Re: THE joke threads (part 5)
Posted: 19 Apr 2017, 16:45
by Mike Oxsaw
Someone related a humorous story to me the other day concerning every rainwater collection barrel in the world. It was the joke of all butts.
Re: THE joke threads (part 5)
Posted: 19 Apr 2017, 16:39
by Saul Bollox
Why is the Star Ship Enterprise like a bog paper. They both go around Uranus flushing out Kilngons
Re: THE joke threads (part 5)
Posted: 19 Apr 2017, 16:27
by Gavros
did you get that out of a christmas cracker?
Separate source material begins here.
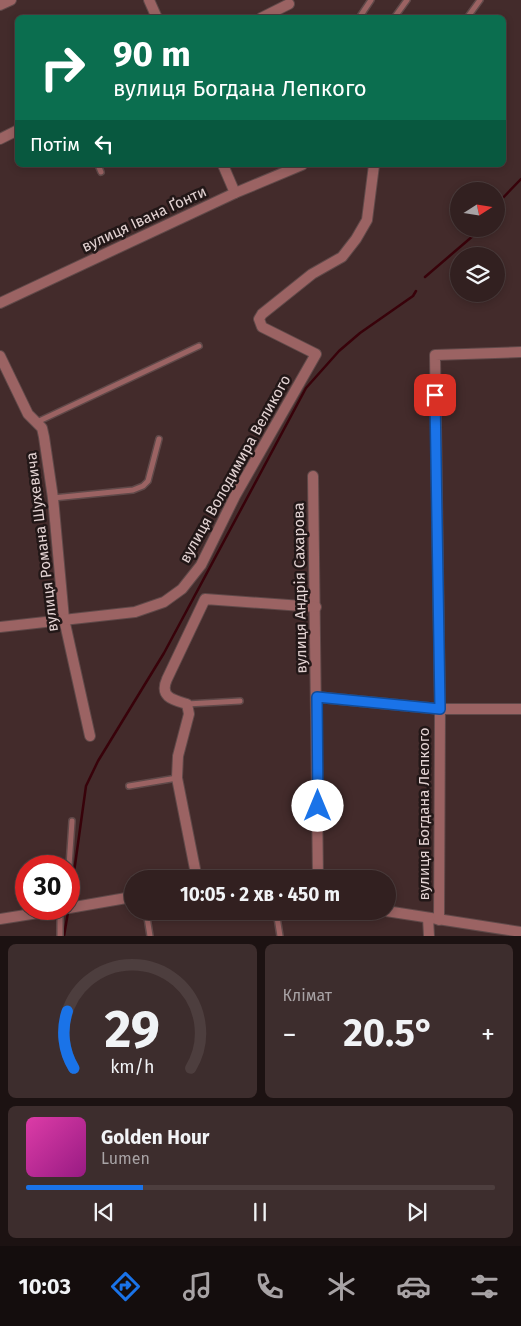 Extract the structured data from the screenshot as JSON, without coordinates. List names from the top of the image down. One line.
{"streets":{"street":["вулиця Івана Ґонти","вулиця Володимира Великого","вулиця Романа Шухевича","вулиця Андрія Сахарова","вулиця Богдана Лепкого"]},"crossings":[["вулиця Володимира Великого","вулиця Романа Шухевича"],["вулиця Андрія Сахарова","вулиця Богдана Лепкого"]],"north":"right","page":{"turn":["90 m","вулиця Богдана Лепкого"],"then":"Потім","limit":"30","trip":"10:05 · 2 хв · 450 m","tile":"Клімат","heat":["−","20.5°","+"],"song":["Golden Hour","Lumen"],"tabs":"10:03","gauge":["29","km/h"]}}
Re: THE joke threads (part 5)
Posted: 19 Apr 2017, 16:26
by Aalborg Hammer
"I see that they've dug up a new Mummy out in Egypt .When they opened the sarcophagus ,the bandages were covered in chopped nuts and chocolate.They realised it was the Pharoah Rocher"
Re: THE joke threads (part 5)
Posted: 19 Apr 2017, 11:51
by LondonE3
good un that Ted
Re: THE joke threads (part 5)
Posted: 19 Apr 2017, 11:44
by ted fenton
"The wife and I were walking down the street today and noticed two cats in a tree. They were both slowly inching their way along a branch toward the tree's centre. ""Look at them."" I whispered to the wife. ""There must be a nest up there."" ""Don't talk like a cnut."" She replied. ""Cats don't live in nests."""
Re: THE joke threads (part 5)
Posted: 16 Apr 2017, 17:53
by Swiss.
Here's mine; I was looking for the joke thread.
Re: THE joke threads (part 5)
Posted: 16 Apr 2017, 16:41
by ACP90
So Jesus was crucified on Good Friday and rose from the dead on the Sunday? Just in time for half price Easter eggs. Typical fucking Jew.
Re: THE joke threads (part 5)
Posted: 16 Apr 2017, 12:51
by penners28
LondonE3 12:38 Sun Apr 16 Re: THE joke threads (part 5) Seeing as im not a bailiff i wouldnt know sweetie
Re: THE joke threads (part 5)
Posted: 16 Apr 2017, 11:42
by Gavros
Penners still chewing on this one?
Re: THE joke threads (part 5)
Posted: 16 Apr 2017, 01:05
by nychammer
Nala?
Re: THE joke threads (part 5)
Posted: 16 Apr 2017, 01:02
by Gavros
"Anagram of alan, penners son? Take a few minutes."
Re: THE joke threads (part 5)
Posted: 16 Apr 2017, 00:38
by LondonE3
penners28 12:28 Sun Apr 16 are all bailiffs as fucking thick as you?
Re: THE joke threads (part 5)
Posted: 16 Apr 2017, 00:28
by penners28
Read that over and over and still dont get it...
Re: THE joke threads (part 5)
Posted: 16 Apr 2017, 00:22
by Mirkwood
"""Dad, how comes my sister is called Teresa?"" ""Because your mum loves Easter, and its an anagram of Easter."" ""Thanks dad."" ""No problem Alan."""
Re: THE joke threads (part 5)
Posted: 13 Apr 2017, 12:45
by ted fenton
Russ :-)
Re: THE joke threads (part 5)
Posted: 13 Apr 2017, 12:22
by Russ of the BML
"2 blokes playing golf. Both on the green with one bloke head down ready to putt. Just as he is about to putt a hearse drives past on the nearby road. He stops his putt, stands up, takes off his cap and bows his head. As the hearse drives off into the distance he then returns to his putt and rolls it in. The other bloke says to him ""You know, that was very respectful what you did there"". To which the bloke replies ""Well, I was married to her for 30 years""."